[Start of Attachment]

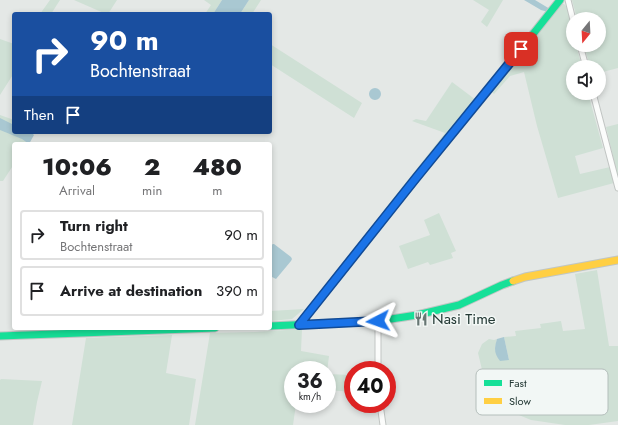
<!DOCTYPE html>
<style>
:root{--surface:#fff;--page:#f6f6f6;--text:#202124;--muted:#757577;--line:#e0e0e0}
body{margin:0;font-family:Jost,sans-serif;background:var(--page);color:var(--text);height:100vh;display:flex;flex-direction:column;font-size:15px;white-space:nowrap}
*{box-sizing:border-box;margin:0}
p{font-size:13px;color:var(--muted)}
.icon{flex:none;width:22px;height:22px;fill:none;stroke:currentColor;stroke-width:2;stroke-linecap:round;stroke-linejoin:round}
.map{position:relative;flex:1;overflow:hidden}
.panel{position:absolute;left:12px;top:142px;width:260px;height:188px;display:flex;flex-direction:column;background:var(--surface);border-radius:4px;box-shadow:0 2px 6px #0003}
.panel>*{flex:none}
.hud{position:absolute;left:12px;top:12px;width:260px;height:122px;border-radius:4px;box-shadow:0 2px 6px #0003;background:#1a4fa0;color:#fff;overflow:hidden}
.needle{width:26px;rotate:198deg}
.controls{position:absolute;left:566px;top:12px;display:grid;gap:8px}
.controls a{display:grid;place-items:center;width:40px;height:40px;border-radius:50%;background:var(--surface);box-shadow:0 2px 6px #0003;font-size:20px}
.speed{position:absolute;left:284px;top:361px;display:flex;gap:8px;font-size:20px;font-weight:700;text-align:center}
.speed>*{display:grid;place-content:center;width:52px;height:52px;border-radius:50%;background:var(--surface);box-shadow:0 2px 6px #0003;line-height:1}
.speed small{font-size:10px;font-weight:400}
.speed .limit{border:6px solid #d22;background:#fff;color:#111}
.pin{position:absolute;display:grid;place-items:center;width:34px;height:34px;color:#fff;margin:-17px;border-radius:8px;box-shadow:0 2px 6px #0006}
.me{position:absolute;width:44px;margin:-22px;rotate:266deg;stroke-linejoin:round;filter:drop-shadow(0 0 3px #0008)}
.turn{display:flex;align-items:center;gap:14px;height:84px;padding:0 12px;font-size:18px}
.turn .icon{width:52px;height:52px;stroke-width:2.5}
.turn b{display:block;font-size:28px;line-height:34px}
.then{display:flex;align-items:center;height:38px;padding:0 12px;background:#0003;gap:8px;font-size:15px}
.eta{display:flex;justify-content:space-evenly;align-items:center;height:68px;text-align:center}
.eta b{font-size:24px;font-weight:800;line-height:28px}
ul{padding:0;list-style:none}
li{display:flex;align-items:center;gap:12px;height:50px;margin:0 8px 6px;padding:0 4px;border:2px solid var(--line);border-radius:4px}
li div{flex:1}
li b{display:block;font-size:15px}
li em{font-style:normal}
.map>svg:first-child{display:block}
</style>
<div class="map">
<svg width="618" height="425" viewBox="0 0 618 425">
<rect width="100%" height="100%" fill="#e4e8e6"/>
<!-- green -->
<path fill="#cfe0d5" d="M50,0H60L51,14H40Z
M74,0H117L108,14H106Z
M204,0H222L213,14H205L211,5Z
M249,0H261L252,14H240Z
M473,0H503L487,27L481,22L489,10Z
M572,0H618V68L599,73V67H590L584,45H599V19H577Z
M560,4H564L566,6L568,10L573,32V45H576L582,67H573V93H588L603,148L575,156L580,174L610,167L614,183L558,198L537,126L524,72L510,76L494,94L491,91Z
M0,39L14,44V73L0,95Z
M270,44L362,103L354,118L270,64Z
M452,82L476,100L387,211L384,210L445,133L412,121L416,119L426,121Z
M0,115L14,120V132H34L26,144H14V164L3,181H0Z
M618,124V177L606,127Z
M439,213L456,251L451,253L453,258L430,265L428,262L408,269L399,246L430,235L424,220Z
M597,270L609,346H618V421L589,425H565L531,420L490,403L478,353L482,344L489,339L494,340L497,339L495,348V350L509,360L504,337L516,336L515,331L541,328L540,324L561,321L563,331L585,329L575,274Z
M304,309L292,319L270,321V311Z
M302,329L301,351L329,356L327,372V370H293V404H296L293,425H195L210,333L255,332Z
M172,335L166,373L196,379L189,425H72L86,338Z
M327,374L351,375L353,392L327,390Z
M1,379L42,381L37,402L33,425H0V380Z"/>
<!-- water -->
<path fill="#a9c8d2" d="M222,0H249L240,14H213Z
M524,0H535L550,9L548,12L541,10Z
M369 94a6 6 0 1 1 12 0a6 6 0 1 1-12 0Z
M0,118L14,125V132H31L34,135L29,144L22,139L0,130Z
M273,244H274L291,257L292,259L291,261L276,279L270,276V246Z
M504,337L509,360L500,361C494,353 494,349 497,339Z"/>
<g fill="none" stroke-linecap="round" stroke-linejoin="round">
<!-- street casing -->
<g stroke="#c1c5c3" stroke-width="7">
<path id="street" d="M568,0L573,20
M580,45L586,67
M593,93L618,188
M378,321V370
M380,404L383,425"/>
</g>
<!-- fast casing -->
<g stroke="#c0c6c4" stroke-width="9">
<path id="fast" d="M392,208L495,82L560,0
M270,326L378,321L417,315L459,305L502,285L513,281
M0,336L215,328"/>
</g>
<!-- slow casing -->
<g stroke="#c0c6c4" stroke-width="9">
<path id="slow" d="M513,281L525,277L618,260
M299,325L392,208"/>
</g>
<!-- street -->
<use href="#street" stroke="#fbfcfb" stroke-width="5"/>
<!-- fast -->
<use href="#fast" stroke="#16e098" stroke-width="7"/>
<!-- slow -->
<use href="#slow" stroke="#ffcf43" stroke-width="7"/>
</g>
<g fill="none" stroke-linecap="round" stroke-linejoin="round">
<!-- route casing -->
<g stroke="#114b97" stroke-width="10">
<path id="route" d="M378,321L299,325L416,178L521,49"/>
</g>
<!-- route -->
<use href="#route" stroke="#1a73e8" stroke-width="7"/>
</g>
<!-- icons -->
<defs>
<g id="restaurant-bare" transform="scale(1.08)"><path d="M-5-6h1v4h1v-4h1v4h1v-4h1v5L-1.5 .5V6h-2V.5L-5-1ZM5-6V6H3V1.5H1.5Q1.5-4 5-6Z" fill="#677673" stroke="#f2f7f5" stroke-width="2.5" paint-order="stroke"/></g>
</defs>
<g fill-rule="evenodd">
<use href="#restaurant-bare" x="421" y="319"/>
</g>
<g text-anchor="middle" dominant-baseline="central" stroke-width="3" stroke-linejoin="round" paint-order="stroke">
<!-- poi labels -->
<g font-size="15" fill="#243935" stroke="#f2f7f5" text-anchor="start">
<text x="432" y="319">Nasi Time</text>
</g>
</g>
<!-- legend -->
<rect x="476" y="369" width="132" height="46" rx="6" fill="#f2f7f5" stroke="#b4bebb" stroke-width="1"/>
<rect x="484" y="380" width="18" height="6" fill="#16e098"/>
<rect x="484" y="398" width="18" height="6" fill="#ffcf43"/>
<g font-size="11" fill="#243935">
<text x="509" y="387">Fast</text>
<text x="509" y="405">Slow</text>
</g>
</svg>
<div class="controls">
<a><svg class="needle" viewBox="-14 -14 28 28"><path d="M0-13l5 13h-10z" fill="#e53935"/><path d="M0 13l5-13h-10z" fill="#757577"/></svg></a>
<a><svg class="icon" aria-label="sound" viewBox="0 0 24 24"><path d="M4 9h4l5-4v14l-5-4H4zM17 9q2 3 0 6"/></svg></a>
</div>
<div class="speed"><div>36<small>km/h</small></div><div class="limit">40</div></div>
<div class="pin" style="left:521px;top:49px;background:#d93025"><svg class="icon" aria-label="arrive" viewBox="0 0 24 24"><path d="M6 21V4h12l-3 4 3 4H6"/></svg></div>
<svg class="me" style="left:378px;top:321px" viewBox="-20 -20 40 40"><path d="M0-17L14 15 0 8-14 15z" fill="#1a73e8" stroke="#fff" stroke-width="4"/></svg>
<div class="hud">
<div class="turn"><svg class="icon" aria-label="right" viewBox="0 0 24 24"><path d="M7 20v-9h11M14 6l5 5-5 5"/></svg><div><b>90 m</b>Bochtenstraat</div></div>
<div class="then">Then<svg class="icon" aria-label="arrive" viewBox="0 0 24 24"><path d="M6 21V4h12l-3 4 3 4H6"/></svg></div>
</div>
<section class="panel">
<div class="eta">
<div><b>10:06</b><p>Arrival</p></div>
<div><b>2</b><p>min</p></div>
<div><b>480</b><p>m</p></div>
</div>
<ul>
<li><svg class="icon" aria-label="right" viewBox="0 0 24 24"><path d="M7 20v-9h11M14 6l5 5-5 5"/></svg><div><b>Turn right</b><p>Bochtenstraat</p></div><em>90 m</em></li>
<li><svg class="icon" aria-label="arrive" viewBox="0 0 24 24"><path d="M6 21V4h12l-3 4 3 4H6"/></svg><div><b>Arrive at destination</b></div><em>390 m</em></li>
</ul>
</section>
</div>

[End of Attachment]

**DIRECTIONS:**
Show me each line of the listing above with "small" in it.

**EXERCISE RESPONSE:**
.speed small{font-size:10px;font-weight:400}
<div class="speed"><div>36<small>km/h</small></div><div class="limit">40</div></div>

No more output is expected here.